### Your instructions
Among the lines of the material, copy those that hold the string "small".

******************************

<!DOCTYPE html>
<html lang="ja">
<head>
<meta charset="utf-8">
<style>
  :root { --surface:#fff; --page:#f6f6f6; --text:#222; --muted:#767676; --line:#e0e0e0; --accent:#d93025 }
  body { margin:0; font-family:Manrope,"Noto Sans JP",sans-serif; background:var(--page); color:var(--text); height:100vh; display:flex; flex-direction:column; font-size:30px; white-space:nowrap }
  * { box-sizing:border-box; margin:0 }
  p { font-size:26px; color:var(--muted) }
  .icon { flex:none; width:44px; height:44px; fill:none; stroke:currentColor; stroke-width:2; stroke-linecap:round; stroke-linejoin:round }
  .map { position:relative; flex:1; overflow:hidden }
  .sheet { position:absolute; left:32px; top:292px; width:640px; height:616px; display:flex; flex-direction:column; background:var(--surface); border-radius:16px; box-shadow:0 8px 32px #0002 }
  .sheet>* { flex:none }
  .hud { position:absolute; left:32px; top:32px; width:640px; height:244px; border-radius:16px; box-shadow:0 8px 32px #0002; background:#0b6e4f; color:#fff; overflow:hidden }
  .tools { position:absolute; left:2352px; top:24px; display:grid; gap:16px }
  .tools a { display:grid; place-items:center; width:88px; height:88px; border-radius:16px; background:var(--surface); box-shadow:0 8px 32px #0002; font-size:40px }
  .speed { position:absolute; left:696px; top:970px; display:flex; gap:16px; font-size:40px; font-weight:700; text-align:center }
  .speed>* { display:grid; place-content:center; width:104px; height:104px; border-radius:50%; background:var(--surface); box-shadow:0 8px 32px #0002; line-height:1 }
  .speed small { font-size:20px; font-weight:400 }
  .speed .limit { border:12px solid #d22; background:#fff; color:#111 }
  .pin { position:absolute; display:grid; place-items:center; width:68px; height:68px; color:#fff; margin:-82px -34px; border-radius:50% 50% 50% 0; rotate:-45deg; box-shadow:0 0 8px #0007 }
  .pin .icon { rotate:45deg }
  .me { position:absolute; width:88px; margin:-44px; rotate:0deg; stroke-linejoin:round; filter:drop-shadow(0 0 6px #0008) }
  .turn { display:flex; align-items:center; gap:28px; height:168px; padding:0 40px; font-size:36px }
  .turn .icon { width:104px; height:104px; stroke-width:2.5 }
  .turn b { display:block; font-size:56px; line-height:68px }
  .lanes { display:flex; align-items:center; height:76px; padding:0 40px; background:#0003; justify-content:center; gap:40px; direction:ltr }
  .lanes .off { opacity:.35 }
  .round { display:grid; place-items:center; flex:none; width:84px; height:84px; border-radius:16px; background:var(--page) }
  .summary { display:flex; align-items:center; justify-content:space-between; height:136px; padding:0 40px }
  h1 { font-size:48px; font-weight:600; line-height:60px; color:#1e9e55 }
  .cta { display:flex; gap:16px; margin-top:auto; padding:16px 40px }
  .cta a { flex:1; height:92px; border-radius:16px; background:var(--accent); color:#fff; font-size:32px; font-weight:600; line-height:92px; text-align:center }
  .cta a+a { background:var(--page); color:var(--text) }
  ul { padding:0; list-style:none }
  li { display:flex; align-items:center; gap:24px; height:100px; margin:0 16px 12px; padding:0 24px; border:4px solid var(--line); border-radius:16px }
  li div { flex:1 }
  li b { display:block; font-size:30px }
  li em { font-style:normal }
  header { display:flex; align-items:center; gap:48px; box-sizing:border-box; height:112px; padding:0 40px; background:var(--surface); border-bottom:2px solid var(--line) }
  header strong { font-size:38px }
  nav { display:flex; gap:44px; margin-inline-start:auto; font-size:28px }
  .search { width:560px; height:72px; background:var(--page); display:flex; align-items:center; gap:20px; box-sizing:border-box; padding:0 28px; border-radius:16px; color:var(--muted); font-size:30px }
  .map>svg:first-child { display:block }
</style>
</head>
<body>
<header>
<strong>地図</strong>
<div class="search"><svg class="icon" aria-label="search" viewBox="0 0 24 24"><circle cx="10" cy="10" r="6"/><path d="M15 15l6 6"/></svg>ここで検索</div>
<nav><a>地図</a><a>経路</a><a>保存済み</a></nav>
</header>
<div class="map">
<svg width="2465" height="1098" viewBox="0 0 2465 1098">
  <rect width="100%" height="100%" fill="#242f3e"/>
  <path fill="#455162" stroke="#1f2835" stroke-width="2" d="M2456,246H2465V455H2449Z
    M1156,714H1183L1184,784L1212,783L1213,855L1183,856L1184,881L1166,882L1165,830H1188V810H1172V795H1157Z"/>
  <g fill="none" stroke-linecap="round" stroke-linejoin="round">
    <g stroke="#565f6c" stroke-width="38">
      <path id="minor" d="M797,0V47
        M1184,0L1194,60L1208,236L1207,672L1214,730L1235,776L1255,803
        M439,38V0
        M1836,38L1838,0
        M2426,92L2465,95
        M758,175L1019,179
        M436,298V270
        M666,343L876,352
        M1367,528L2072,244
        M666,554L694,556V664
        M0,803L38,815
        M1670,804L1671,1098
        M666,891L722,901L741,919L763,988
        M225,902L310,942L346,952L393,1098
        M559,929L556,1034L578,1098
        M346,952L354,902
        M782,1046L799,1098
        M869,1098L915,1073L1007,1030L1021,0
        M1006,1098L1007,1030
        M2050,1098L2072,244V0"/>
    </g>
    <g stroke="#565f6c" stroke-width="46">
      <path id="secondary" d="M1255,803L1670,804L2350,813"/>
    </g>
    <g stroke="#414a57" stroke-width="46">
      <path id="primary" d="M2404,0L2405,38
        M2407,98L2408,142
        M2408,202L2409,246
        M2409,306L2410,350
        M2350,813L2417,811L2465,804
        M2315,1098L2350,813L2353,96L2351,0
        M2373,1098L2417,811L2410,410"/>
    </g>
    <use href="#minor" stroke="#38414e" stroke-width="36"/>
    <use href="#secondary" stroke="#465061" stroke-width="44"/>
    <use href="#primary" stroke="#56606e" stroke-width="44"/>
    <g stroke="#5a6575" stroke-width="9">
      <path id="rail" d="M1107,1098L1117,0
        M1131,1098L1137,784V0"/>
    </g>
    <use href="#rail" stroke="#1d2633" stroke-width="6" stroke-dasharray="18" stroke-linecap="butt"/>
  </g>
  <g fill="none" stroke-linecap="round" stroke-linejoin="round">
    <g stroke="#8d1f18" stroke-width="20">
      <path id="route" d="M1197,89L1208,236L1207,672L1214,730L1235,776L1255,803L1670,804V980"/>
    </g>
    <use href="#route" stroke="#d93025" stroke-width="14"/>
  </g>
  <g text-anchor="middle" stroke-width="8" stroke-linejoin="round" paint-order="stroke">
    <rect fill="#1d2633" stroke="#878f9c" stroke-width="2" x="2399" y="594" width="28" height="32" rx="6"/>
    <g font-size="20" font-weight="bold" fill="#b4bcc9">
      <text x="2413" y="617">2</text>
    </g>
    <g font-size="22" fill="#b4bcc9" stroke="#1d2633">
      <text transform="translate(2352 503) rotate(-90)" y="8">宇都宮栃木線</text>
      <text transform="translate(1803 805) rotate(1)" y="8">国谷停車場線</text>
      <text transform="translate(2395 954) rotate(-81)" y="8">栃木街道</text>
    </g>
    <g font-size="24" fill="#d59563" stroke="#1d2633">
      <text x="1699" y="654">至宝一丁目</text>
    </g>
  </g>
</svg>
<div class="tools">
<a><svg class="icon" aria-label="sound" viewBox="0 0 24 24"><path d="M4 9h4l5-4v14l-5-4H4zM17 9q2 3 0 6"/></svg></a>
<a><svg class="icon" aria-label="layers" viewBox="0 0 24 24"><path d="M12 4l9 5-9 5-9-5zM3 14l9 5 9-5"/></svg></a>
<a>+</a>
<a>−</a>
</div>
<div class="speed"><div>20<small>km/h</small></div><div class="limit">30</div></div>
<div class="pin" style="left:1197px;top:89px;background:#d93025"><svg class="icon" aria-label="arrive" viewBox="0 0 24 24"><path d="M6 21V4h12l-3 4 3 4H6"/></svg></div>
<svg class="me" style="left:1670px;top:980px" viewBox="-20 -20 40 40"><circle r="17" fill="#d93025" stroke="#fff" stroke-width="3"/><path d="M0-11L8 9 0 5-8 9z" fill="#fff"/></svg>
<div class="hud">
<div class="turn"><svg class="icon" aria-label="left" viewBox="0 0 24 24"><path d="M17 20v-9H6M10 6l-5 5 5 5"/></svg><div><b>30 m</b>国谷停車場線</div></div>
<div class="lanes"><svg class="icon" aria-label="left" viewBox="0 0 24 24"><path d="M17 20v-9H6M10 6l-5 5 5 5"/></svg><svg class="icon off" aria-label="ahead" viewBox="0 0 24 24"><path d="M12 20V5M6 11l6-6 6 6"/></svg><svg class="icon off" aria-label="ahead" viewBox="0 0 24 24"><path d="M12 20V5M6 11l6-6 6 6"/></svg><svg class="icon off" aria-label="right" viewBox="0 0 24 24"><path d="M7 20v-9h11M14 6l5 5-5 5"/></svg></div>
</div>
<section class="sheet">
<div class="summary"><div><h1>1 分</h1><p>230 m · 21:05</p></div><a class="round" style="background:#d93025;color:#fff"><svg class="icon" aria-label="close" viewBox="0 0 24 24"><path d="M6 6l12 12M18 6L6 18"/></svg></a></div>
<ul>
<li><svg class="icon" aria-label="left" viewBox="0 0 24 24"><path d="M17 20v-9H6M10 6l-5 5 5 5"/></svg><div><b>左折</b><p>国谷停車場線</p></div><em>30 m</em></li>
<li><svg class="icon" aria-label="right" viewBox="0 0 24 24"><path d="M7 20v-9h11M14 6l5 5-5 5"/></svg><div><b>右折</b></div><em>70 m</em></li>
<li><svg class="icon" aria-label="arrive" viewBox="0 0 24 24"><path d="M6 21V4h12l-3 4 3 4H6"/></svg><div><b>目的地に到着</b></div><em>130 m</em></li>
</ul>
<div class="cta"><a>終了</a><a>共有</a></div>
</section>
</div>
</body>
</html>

******************************

### Result of the task
  .speed small { font-size:20px; font-weight:400 }
<div class="speed"><div>20<small>km/h</small></div><div class="limit">30</div></div>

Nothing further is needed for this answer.